Hong Kong actor and Cantonese opera singer

Leung Sing Poh MBE (梁醒波; born 1908 – 12 February 1981) was a Hong Kong actor, host and former Cantonese opera performer. Leung was a pioneer actor of TVB, and was also the former chairman of Chinese Artist Association of Hong Kong from 1965 to 1970. He was nicknamed "Por Suk" or "Uncle Por", and was credited with over 440 films. He had a star at Avenue of Stars in Hong Kong.

==Early life==
Leung was born as Leung Guang Choy in Singapore in 1908. Leung was devoted to Cantonese Opera ever since he was young. Leung loved the legendary Ma Sze Tsang (馬師曾) and learnt the Ma style of singing Cantonese opera. His father Leong Yuet was a famous Cantonese opera performer in Singapore. Leong convinced his father to allow him to learn Cantonese opera from a Malaysian master, known as Dai Dam Kan (Big Brave Kan in Cantonese). Leung officially joined a Cantonese opera troupe at the age of 18. Leung started acting in Wusheng roles which made him very popular and one of the members of the Nanyang four kings of Cantonese opera.

==Career==
Leung was discovered by Ma Sze Tsang.
In 1939, Ma Sze Tsang's Taiping troupe in Hong Kong needed actors, he invited Leung to join the Taiping troupe. In 1940, Leung became a Cantonese opera performer in Hong Kong. During the World War II, when the Japanese attacked Hong Kong, Leung brought his family to escape to Guangzhou to Macau then to Guangxi At Guangxi, he formed a Cantonese opera troupe there and performed in various towns of Guangxi. After the world war, Leung started to gain weight, and was unsuitable for acting Wusheng anymore, and thus changed to Chousheng (clown) in which he portrayed villainous and also funny roles in cantonese opera, acting in several famous Cantonese Opera troupes, Leung thus gained the reputation of being "Chousheng Wang" or Clown King in Cantonese opera.

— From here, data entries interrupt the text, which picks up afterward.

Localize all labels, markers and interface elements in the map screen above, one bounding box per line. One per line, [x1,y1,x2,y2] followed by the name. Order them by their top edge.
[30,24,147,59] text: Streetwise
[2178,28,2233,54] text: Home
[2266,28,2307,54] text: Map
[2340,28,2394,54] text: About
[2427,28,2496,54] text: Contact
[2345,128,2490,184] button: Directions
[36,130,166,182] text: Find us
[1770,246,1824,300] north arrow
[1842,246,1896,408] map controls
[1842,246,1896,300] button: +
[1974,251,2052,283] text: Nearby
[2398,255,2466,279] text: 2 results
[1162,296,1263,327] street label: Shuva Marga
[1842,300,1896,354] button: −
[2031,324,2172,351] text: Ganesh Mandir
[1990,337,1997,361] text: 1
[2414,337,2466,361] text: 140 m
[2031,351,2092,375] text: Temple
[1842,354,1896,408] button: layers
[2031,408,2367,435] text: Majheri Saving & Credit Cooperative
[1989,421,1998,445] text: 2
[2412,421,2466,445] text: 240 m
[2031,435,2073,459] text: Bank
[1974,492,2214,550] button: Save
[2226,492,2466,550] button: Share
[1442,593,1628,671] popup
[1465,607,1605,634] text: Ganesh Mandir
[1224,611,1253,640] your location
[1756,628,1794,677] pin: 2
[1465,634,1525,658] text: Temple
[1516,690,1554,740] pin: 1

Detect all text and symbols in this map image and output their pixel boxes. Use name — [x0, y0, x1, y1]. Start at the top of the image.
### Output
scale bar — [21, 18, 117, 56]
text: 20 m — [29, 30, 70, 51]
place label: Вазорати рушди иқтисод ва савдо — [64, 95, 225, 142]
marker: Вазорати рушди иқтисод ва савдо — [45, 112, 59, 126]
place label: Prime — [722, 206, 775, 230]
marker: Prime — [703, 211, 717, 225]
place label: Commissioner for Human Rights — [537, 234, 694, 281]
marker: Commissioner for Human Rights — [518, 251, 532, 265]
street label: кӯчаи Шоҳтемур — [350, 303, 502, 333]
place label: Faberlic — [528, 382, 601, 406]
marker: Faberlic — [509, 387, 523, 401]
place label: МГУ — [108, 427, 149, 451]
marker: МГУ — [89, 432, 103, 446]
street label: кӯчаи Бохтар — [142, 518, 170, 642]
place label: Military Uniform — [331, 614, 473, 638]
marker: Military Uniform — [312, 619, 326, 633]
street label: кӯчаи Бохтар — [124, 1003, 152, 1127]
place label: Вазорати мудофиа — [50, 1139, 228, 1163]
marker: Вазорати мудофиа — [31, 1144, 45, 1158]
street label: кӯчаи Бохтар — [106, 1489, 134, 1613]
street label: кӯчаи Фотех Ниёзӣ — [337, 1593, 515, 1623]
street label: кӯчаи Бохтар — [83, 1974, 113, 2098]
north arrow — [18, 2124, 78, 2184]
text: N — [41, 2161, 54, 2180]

In 1941, Leung crossed over as an actor in Hong Kong films. Leung first appeared in Chaos in the Universe, a 1941 comedy film directed by Cheung Oi-Man. Leung was known for his role as Silly Wong in Silly Wong Growing Rich, 1960 comedy film directed by Chu Kei. Leung's last film was The Hong Kong Tycoon, a 1979 Drama film directed by Cecille Tong. Leung is credited with over 440 films.

Leung is one of the pioneer actors of TVB. Leung hosted the popular Enjoy Yourself Tonight show in Hong Kong for many years till his death.

===Chinese Artist Association of Hong Kong===
From 1965 to 1970, Leung was the chairman of Chinese Artist Association of Hong Kong, an association of Hong Kong Cantonese opera artists. Leung contributed greatly to the Hong Kong Cantonese opera industry.

==Filmography==
=== Films ===
This is a partial list of films.
- 1950 Lust of a Grand Lady - Lau Kai
- 1961 The Greatest Civil War on Earth
- 1962 The Greatest Wedding on Earth (南北一家亲)
- 1974 Naughty! Naughty! (綽頭狀元)
- 1976 Princess Chang Ping - Chou Chung / Chow Chung

=== Television ===
- 1967 Enjoy Yourself Tonight

== Awards ==
- 1977 MBE for his artistic contributions towards Cantonese Opera – Presented by Governor Murray MacLehose on 13 April 1977
- Star – Avenue of Stars, Tsim Sha Tsui waterfront in Hong Kong

== Personal life ==
Leung's wife was Koo Man-kuen. They have seven children, four girls and three boys.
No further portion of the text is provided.